Small Companies in Cyberattackers’ Crosshairs
According to a report from Symantec released on Tuesday, companies with 250 or fewer employees were the targets of 31 percent of reported cyberattacks in 2012. The report notes that the number of attacks visited upon small businesses, whose online defenses are often less sophisticated than those of their larger counterparts, rose dramatically, from 18 percent in 2011. “While it can be argued that the rewards of attacking a small business are less than what can be gained from a large enterprise, this is more than compensated by the fact that many small companies are typically less careful in their cyberdefenses," says the report. In other words, there’s less fruit available, but it hangs much lower. Firms with more than 2500 employees still faced the greatest share of attacks—50 percent in 2012. Small companies, which, more often than not, go out of business after a serious attack, find themselves in increasing peril because, according to the Internet Security Threat Report 2013, the overall number of cyberattacks in 2012 was 42 percent greater than in 2011.

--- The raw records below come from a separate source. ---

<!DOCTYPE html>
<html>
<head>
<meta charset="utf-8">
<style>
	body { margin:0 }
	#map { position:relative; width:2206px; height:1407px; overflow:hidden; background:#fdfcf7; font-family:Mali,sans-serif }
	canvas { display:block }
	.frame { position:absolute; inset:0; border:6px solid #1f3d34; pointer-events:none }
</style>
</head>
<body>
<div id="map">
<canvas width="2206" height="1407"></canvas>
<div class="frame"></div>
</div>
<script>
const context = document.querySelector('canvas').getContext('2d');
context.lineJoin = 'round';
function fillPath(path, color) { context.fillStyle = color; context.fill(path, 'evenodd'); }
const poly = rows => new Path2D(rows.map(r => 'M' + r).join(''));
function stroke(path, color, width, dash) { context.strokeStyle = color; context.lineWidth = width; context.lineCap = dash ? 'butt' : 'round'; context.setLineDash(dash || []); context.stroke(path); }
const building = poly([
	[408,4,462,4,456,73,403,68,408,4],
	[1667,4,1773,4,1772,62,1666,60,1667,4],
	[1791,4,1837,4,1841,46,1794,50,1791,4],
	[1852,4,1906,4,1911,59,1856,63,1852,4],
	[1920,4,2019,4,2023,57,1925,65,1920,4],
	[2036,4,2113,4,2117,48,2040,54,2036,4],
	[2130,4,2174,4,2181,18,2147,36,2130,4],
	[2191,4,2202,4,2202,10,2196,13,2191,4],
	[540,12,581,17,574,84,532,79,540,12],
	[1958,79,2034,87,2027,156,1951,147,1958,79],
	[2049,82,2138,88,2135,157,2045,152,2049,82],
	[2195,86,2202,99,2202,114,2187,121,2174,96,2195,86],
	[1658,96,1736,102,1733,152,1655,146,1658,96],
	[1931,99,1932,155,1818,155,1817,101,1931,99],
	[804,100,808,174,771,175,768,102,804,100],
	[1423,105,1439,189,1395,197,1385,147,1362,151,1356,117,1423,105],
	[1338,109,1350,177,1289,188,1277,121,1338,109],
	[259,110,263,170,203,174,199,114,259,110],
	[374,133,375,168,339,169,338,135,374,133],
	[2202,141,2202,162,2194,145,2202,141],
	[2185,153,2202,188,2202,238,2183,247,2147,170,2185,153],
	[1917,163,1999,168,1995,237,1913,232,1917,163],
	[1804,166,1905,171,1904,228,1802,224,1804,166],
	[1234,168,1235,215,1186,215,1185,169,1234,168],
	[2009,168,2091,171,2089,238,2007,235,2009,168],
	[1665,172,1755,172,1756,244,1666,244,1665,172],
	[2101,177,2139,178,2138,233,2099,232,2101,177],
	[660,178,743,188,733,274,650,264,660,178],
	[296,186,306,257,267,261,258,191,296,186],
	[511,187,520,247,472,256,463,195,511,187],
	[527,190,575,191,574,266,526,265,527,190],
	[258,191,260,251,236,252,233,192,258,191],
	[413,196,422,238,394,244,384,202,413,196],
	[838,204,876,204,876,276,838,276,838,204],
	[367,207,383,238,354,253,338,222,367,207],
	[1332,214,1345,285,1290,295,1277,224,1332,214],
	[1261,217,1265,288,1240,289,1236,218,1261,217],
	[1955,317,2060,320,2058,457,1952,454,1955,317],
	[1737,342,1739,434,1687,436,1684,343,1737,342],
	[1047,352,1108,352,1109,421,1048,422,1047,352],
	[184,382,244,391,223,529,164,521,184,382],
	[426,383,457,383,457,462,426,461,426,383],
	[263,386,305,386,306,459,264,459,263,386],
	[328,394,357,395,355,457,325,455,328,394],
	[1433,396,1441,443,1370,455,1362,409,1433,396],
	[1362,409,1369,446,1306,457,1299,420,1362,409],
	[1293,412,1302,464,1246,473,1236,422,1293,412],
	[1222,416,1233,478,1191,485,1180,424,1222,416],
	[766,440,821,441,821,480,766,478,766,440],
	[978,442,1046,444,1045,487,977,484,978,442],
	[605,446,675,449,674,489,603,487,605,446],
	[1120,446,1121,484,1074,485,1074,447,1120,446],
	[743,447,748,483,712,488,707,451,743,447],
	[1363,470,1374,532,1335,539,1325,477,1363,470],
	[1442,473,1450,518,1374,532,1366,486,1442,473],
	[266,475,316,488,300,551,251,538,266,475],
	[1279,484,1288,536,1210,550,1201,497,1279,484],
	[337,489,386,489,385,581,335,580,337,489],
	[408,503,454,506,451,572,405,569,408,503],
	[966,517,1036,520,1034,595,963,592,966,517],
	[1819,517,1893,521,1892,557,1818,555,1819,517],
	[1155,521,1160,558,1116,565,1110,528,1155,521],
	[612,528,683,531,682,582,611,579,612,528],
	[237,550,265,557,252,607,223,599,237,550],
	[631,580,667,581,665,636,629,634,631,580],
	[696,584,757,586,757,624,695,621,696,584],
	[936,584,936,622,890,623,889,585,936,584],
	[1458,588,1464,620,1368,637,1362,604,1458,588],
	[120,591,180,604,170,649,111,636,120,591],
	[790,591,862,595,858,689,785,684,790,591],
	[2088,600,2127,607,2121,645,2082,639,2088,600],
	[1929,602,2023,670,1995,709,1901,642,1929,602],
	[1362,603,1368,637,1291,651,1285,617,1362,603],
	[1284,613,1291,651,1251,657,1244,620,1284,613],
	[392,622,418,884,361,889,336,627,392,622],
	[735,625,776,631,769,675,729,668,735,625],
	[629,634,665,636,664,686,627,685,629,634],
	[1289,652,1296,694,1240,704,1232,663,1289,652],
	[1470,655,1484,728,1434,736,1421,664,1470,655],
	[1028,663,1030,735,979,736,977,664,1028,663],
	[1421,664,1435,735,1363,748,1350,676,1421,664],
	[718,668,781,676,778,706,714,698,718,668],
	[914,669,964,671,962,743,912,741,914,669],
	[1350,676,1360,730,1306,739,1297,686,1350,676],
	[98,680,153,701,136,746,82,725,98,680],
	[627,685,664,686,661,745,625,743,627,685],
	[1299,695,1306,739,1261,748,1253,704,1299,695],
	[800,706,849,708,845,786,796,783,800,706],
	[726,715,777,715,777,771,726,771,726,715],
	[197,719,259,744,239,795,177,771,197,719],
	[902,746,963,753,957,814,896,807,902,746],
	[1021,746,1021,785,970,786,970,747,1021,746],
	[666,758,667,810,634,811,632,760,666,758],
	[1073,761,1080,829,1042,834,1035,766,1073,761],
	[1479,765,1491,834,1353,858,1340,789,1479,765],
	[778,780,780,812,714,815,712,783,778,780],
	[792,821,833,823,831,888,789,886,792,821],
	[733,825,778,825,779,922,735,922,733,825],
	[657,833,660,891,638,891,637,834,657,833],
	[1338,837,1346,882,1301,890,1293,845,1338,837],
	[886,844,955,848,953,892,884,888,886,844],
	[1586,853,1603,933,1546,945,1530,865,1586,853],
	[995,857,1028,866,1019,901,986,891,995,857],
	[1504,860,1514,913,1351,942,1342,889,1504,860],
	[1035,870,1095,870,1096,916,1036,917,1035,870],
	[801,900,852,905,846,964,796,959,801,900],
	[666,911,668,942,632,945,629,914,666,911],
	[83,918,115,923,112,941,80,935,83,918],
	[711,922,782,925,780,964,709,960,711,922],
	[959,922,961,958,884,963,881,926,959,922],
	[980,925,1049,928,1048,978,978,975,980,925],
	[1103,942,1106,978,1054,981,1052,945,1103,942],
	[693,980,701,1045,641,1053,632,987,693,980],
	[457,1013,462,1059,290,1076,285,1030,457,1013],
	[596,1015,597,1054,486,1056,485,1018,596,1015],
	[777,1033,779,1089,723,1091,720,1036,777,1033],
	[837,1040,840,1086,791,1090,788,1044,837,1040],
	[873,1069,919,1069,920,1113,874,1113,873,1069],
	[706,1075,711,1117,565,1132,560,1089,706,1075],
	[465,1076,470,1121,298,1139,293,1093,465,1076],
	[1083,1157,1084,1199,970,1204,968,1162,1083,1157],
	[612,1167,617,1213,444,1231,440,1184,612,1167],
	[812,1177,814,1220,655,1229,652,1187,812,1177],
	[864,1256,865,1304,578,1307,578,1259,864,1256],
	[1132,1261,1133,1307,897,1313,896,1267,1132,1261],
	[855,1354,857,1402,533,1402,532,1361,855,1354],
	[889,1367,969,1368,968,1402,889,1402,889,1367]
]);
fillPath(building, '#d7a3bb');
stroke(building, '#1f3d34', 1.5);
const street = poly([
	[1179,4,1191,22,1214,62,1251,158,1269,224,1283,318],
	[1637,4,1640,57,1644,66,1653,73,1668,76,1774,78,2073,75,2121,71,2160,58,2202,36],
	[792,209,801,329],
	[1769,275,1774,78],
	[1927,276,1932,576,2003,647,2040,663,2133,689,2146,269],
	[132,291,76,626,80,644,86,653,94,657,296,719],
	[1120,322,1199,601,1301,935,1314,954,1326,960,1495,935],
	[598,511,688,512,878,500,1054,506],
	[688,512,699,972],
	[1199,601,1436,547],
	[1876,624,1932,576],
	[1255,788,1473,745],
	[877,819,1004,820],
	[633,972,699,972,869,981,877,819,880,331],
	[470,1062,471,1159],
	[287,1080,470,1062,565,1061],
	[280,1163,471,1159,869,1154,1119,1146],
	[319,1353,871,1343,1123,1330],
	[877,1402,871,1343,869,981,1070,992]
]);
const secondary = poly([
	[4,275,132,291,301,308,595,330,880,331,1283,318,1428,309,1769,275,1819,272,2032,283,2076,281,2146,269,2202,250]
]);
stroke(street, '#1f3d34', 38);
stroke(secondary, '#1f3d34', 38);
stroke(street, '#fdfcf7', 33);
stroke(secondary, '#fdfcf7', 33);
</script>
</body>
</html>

“Magic” Espionage Malware Attacks Computers in UK
Thousands of computers in the UK have been infected by malware that uses a novel method for communicating with its command and control servers, says Israeli security company Seculert. The malicious program always opens up communication with the string, “some_magic_code1,” which serves as an authenticator. After that initial connection, a custom protocol comes into play, sending additional instructions to infected machines. Seculert CTO Aviv Raff told Kaspersky Lab’s Threatpost that in one case, the malware was told to open a backdoor on an infected machine by adding a new user—with login and password information supplied by the attacker. The program also conducts espionage in the form of stealing data and hijacking Web browsing sessions, Raff told Threatpost. Raff noted that what security experts have seen so far might be just the tip of the iceberg. “We have seen several indications of features which are not yet implemented,” Raff said. Among them is the ability to open a browser on a compromised machine via an remote desktop protocol session. Worst still from a security standpoint: Experts still don’t know how the virus is transmitted. “This ‘magic malware’—as we’ve dubbed it—is active, persistent and had remained undetected on the targeted machines for the past 11 months,” Raff wrote in a blog post on Seculert’s website.

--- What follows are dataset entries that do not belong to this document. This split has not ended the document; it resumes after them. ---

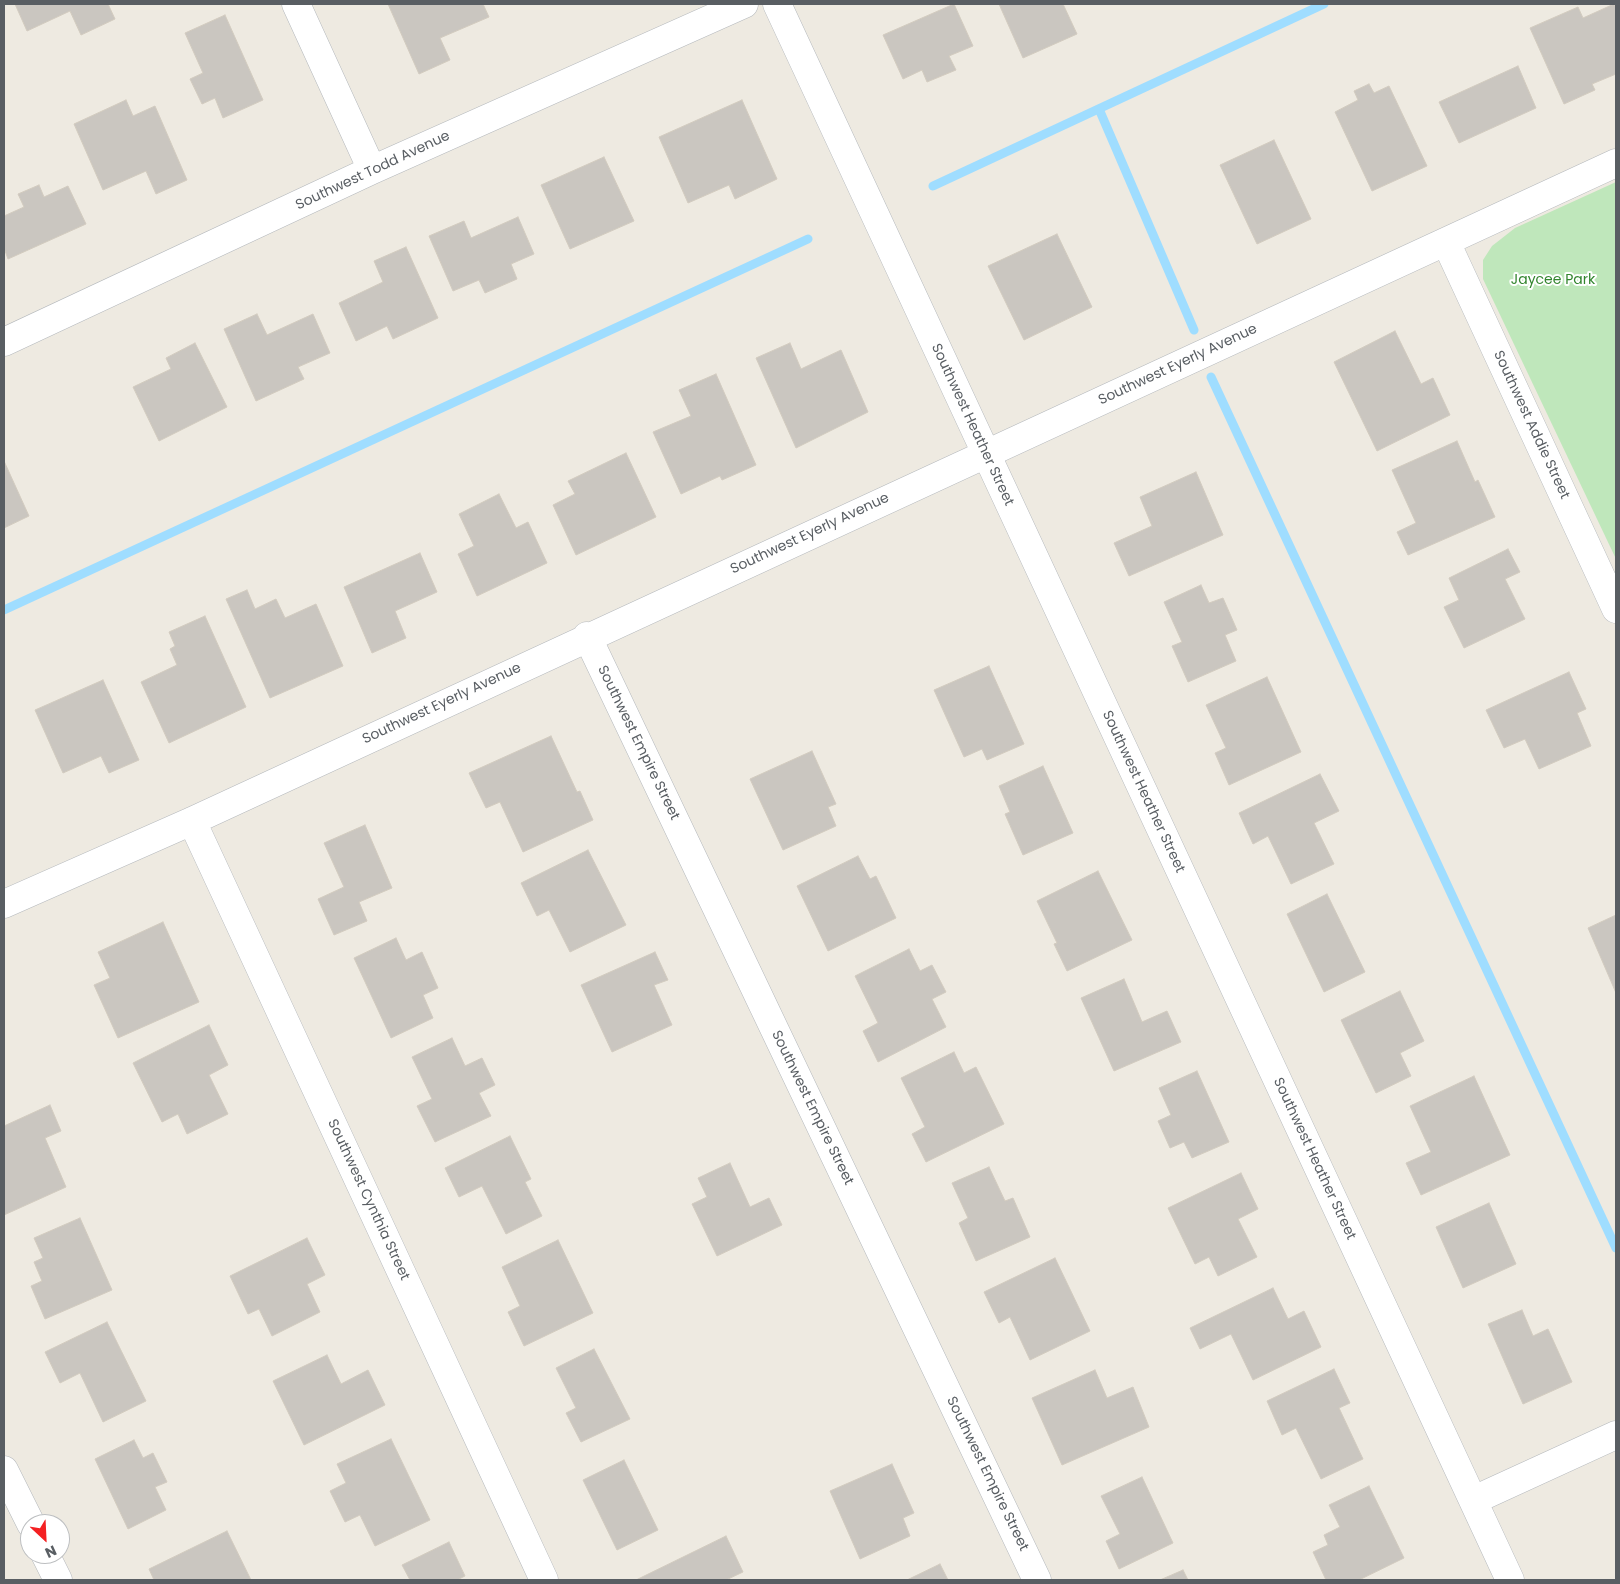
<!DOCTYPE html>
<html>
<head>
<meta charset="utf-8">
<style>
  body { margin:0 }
  #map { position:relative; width:1620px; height:1584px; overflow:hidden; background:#eeeae1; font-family:Poppins,sans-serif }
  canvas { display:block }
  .frame { position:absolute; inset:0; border:5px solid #595e63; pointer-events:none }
  .north { position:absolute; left:20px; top:1514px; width:50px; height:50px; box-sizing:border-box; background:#fff; border:1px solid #bdbfc1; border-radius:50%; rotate:155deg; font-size:14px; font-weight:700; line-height:20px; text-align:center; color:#595e63 }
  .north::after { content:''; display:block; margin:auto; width:18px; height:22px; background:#f42022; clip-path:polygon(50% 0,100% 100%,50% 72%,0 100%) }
</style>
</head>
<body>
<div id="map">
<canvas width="1620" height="1584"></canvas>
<div class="frame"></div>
<div class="north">N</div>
</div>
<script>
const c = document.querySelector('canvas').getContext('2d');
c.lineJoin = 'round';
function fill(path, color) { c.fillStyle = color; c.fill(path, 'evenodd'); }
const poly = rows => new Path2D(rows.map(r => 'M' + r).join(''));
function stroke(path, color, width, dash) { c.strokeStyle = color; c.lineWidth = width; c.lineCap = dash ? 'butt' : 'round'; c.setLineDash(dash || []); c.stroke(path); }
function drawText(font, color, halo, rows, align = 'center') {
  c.font = font + ' Poppins,sans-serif'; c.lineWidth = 4; c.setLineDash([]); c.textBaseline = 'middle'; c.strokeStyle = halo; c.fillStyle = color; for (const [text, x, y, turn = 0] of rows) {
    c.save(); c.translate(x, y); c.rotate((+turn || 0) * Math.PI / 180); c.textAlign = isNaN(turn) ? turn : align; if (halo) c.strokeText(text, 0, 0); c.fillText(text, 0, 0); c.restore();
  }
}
const green = poly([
  [1616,182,1616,559,1483,279,1483,260,1492,246,1515,228]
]);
const stream = poly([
  [1099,109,1194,330],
  [933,186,1324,4],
  [1211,377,1616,1248],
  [4,610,808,239]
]);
const building = poly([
  [15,4,108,4,115,19,81,35,70,11,27,31,15,4],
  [388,4,483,4,489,17,440,38,450,60,419,74,388,4],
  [954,4,973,46,949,56,956,70,927,82,922,70,903,79,883,35,954,4],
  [999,4,1063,4,1077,34,1023,58,999,4],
  [1614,4,1616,8,1616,74,1592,84,1595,90,1564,104,1530,28,1578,7,1583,18,1614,4],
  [225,15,263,100,223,118,215,98,202,104,190,79,203,73,185,33,225,15],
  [1518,66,1536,108,1459,143,1439,102,1518,66],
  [1369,84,1374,93,1389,86,1427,166,1372,191,1335,112,1358,100,1354,91,1369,84],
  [126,100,133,116,155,106,187,180,156,194,146,171,103,190,74,124,126,100],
  [742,100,777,179,735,199,729,185,688,203,659,137,742,100],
  [1274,140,1311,219,1257,244,1220,165,1274,140],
  [604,157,634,221,570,249,541,185,604,157],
  [39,185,44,197,68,186,86,224,8,259,4,248,4,216,24,207,18,194,39,185],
  [518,217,534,254,511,264,517,279,485,293,479,280,453,291,429,236,464,221,471,238,518,217],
  [1057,234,1092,307,1024,340,988,266,1057,234],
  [406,247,438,318,393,339,387,326,356,341,339,303,383,282,374,261,406,247],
  [257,314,267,335,313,314,330,353,298,367,304,379,256,401,224,329,257,314],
  [1395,331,1421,384,1433,378,1450,415,1377,451,1334,362,1395,331],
  [195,343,227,407,159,441,133,387,171,369,166,358,195,343],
  [790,343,801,369,841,350,868,412,796,448,756,358,790,343],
  [716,374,756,465,722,480,720,476,681,494,653,432,691,416,679,390,716,374],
  [1457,441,1475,482,1478,480,1495,517,1408,555,1397,532,1416,523,1392,470,1457,441],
  [626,453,656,517,576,555,553,505,575,494,568,481,626,453],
  [4,461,29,516,4,528,4,461],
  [1196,472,1223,535,1129,576,1114,543,1152,526,1140,497,1196,472],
  [499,494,516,528,528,522,547,563,477,596,458,554,474,546,459,514,499,494],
  [1508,549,1520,572,1505,579,1525,619,1464,648,1444,607,1459,600,1449,578,1508,549],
  [420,553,437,592,395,611,406,638,372,653,344,587,420,553],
  [1201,585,1209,603,1223,598,1237,630,1225,635,1236,661,1188,682,1172,646,1182,642,1164,602,1201,585],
  [247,590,255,609,276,599,285,618,316,604,343,666,270,698,226,599,247,590],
  [205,616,246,707,169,743,141,682,177,665,170,649,175,646,169,632,205,616],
  [989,666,1024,744,987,760,982,749,964,757,934,690,989,666],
  [1569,672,1586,709,1577,713,1591,746,1539,769,1525,739,1504,748,1486,710,1569,672],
  [1267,677,1301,752,1229,785,1215,753,1226,748,1206,705,1267,677],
  [103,680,139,760,109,773,101,756,63,773,35,710,103,680],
  [551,736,577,792,580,791,593,820,523,852,500,802,486,808,469,773,551,736],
  [812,751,836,804,828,807,836,826,783,850,750,779,812,751],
  [1043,766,1073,833,1023,855,1005,814,1010,812,999,786,1043,766],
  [1320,774,1339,811,1314,823,1334,864,1291,884,1268,836,1253,844,1239,813,1320,774],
  [365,825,392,888,359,902,367,921,334,935,318,899,344,887,324,843,365,825],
  [588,850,626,925,570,952,549,910,537,916,521,883,588,850],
  [858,856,870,879,876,876,896,918,828,951,797,886,858,856],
  [1098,871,1132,940,1067,971,1054,944,1057,943,1037,901,1098,871],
  [1327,894,1365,972,1324,992,1287,914,1327,894],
  [1616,915,1616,993,1588,928,1616,915],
  [163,922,199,1002,118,1038,94,985,110,978,98,952,163,922],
  [396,938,406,960,422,952,438,988,423,995,433,1018,391,1038,354,958,396,938],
  [909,949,920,971,932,965,946,992,932,999,946,1027,878,1062,863,1031,878,1023,855,976,909,949],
  [655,952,668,980,654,985,672,1025,612,1052,581,985,655,952],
  [1124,979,1142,1022,1167,1011,1181,1042,1114,1071,1081,998,1124,979],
  [1400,991,1424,1041,1400,1053,1411,1076,1376,1093,1341,1020,1400,991],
  [209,1025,228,1065,209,1075,228,1114,187,1134,178,1114,162,1122,133,1063,209,1025],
  [452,1038,465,1066,482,1058,495,1085,479,1093,491,1116,435,1142,417,1106,432,1099,412,1057,452,1038],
  [954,1052,964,1073,976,1067,1004,1124,926,1162,912,1134,925,1127,901,1078,954,1052],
  [1197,1071,1229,1142,1192,1158,1184,1142,1170,1148,1158,1121,1171,1115,1159,1088,1197,1071],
  [1474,1076,1510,1155,1421,1195,1406,1163,1431,1152,1410,1106,1474,1076],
  [50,1105,61,1131,45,1138,66,1187,4,1215,4,1126,50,1105],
  [510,1136,531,1179,525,1182,542,1216,506,1234,482,1186,459,1197,445,1168,510,1136],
  [730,1163,750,1207,769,1198,782,1225,717,1256,692,1204,707,1197,698,1178,730,1163],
  [989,1167,1005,1201,1013,1198,1030,1237,976,1261,959,1223,968,1218,952,1183,989,1167],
  [1241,1173,1258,1209,1238,1219,1257,1257,1218,1276,1209,1257,1195,1264,1168,1208,1241,1173],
  [1489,1203,1516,1264,1463,1288,1436,1227,1489,1203],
  [80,1218,112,1290,45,1319,31,1286,42,1281,34,1262,43,1258,34,1238,80,1218],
  [307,1238,325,1275,307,1284,320,1312,272,1336,259,1309,248,1314,230,1276,307,1238],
  [558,1240,593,1313,524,1346,508,1312,520,1306,502,1267,558,1240],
  [1055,1258,1090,1331,1030,1360,1010,1317,999,1323,984,1292,1055,1258],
  [1273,1288,1288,1319,1304,1311,1321,1347,1253,1380,1231,1334,1200,1349,1190,1328,1273,1288],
  [1522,1310,1533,1336,1548,1329,1572,1382,1523,1404,1488,1324,1522,1310],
  [107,1322,146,1401,103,1422,80,1373,60,1383,45,1352,107,1322],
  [594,1349,630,1419,581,1442,566,1413,576,1408,556,1368,594,1349],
  [327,1355,341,1384,368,1370,385,1405,304,1445,273,1381,327,1355],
  [1334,1369,1350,1403,1339,1408,1363,1459,1321,1479,1296,1428,1282,1435,1267,1401,1334,1369],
  [1095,1370,1107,1398,1133,1387,1149,1427,1062,1465,1032,1398,1095,1370],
  [391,1439,430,1520,375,1546,360,1515,345,1522,330,1491,346,1483,337,1464,391,1439],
  [134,1440,143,1458,153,1453,167,1482,155,1487,166,1510,128,1529,95,1459,134,1440],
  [624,1460,658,1530,617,1550,583,1480,624,1460],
  [892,1464,914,1513,903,1518,910,1536,860,1559,830,1491,892,1464],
  [1142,1477,1173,1543,1119,1569,1106,1541,1120,1534,1101,1496,1142,1477],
  [1369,1486,1404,1558,1359,1580,1326,1580,1313,1552,1328,1545,1324,1535,1340,1527,1329,1505,1369,1486],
  [227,1531,251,1580,154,1580,149,1569,227,1531],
  [726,1536,743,1572,726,1580,636,1580,726,1536],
  [449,1542,465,1576,457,1580,410,1580,402,1565,449,1542],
  [940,1564,948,1580,907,1580,940,1564],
  [1183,1570,1188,1580,1160,1580,1183,1570]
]);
const minor = poly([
  [296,4,372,170],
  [777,4,1510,1580],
  [1446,242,1616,609],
  [4,342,372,170,744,4],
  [587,636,1037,1580],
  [192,821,544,1580],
  [4,904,192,821,1616,163],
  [4,1470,31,1524],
  [1474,1500,1616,1435],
  [45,1554,58,1580]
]);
const streetNames = [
  ["Southwest Todd Avenue",373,171,-25],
  ["Southwest Eyerly Avenue",1178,365,-25],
  ["Southwest Heather Street",972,425,65],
  ["Southwest Addie Street",1531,425,65],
  ["Southwest Eyerly Avenue",810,534,-25],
  ["Southwest Eyerly Avenue",442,704,-25],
  ["Southwest Empire Street",638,743,64],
  ["Southwest Heather Street",1143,792,65],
  ["Southwest Empire Street",812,1108,64],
  ["Southwest Heather Street",1314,1159,65],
  ["Southwest Cynthia Street",368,1200,65],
  ["Southwest Empire Street",987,1474,64]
];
const parkNames = [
  ["Jaycee Park",1553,280]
];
fill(green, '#bfe7bb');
stroke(stream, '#9fddff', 9);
fill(building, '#cac6c0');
stroke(building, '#d2cbbf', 1);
stroke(minor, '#b4b8bc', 29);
stroke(minor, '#fff', 28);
drawText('14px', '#595e63', '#fff', streetNames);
drawText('14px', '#32852e', '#fff', parkNames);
</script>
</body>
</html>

The Tax Man Cometh, With the Spammer Not Far Behind
That e-mail purporting to be from the U.S. Internal Revenue Service, was likely as genuine as any of the ones you’ve received from a member of the Abacha family. According to an online traffic survey conducted by messaging security firm Agari, 95 percent of messages supposedly coming from IRS.gov are simply scams aimed at gleaning the information necessary to reroute refund proceeds to bank accounts controlled by organized crime rings or to steal taxpayers’ identities for future fraudulent filings. "Like the sun rises in east and sets in the west, every year, come April, phishers who specialize in tax fraud come out to try to get you," Agari CEO Patrick Peterson told USA Today. Security experts warn that official-looking e-mail messages will continue to hit inboxes right through May and June. “They'll send e-mail confirming they've received your tax return and need more information,” Limor Kessem, cybercrime and online fraud specialist at RSA's anti-fraud command center in Tel Aviv, Israel, told USA Today. “That's an e-mail you should delete immediately.” The e-mail messages usually ask the target to fill out a form requiring login information. In other cases, the targets become victims after opening attachments laced with malware or clicking on links to Web pages that inject machines with malicious code.